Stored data

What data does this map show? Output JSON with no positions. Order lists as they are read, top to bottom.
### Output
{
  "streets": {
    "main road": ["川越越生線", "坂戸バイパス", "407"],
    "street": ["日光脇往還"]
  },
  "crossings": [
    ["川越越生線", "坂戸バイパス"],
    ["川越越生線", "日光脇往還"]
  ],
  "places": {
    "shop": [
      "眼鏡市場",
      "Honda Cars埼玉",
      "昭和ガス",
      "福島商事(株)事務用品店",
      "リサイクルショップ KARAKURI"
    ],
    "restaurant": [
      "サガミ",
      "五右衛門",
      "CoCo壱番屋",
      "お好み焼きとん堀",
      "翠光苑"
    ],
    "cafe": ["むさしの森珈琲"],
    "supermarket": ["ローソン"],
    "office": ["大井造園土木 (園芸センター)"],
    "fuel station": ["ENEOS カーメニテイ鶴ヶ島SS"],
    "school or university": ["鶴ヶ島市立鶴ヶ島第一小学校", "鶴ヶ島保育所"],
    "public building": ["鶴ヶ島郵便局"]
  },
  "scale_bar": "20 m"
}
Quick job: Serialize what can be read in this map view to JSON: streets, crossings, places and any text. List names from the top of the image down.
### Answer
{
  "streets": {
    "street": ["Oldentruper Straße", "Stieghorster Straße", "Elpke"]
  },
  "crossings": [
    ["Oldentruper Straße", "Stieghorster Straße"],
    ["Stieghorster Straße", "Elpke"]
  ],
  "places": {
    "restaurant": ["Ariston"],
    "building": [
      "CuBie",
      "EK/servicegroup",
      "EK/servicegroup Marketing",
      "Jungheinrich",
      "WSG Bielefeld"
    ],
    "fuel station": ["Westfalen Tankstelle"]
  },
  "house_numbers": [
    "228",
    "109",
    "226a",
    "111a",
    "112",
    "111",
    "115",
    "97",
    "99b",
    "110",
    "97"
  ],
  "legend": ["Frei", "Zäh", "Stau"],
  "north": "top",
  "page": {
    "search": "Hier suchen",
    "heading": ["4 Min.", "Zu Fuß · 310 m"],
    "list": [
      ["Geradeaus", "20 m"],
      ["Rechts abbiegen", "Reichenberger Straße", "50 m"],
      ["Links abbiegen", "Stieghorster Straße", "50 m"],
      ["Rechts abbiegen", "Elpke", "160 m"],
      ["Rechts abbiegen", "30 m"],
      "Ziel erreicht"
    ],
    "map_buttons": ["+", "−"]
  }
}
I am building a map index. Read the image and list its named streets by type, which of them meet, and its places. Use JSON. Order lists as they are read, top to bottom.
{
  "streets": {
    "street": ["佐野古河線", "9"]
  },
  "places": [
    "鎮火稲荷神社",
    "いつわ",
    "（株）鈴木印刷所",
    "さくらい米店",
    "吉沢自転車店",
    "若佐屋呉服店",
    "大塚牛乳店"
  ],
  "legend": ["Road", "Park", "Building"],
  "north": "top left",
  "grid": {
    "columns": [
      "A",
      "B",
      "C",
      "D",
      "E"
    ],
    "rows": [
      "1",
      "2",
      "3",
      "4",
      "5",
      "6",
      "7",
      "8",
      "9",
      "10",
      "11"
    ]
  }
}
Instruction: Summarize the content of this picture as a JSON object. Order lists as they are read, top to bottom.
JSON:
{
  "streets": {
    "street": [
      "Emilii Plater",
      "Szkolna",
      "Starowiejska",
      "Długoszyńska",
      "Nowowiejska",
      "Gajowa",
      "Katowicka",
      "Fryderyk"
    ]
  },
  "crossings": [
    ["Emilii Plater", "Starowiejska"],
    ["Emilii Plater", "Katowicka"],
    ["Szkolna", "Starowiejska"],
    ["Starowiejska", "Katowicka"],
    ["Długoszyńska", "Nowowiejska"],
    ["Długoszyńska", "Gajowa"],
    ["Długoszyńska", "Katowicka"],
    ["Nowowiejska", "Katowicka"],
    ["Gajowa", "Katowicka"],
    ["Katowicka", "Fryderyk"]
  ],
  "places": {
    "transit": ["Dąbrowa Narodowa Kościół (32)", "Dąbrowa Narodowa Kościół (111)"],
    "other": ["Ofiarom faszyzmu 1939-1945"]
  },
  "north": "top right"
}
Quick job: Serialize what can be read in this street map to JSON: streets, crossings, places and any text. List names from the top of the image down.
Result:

■ **WHAT IS REQUIRED**: Say only how many lines above contain "this", with no other words.

■ **RESPONSE BOX**: 4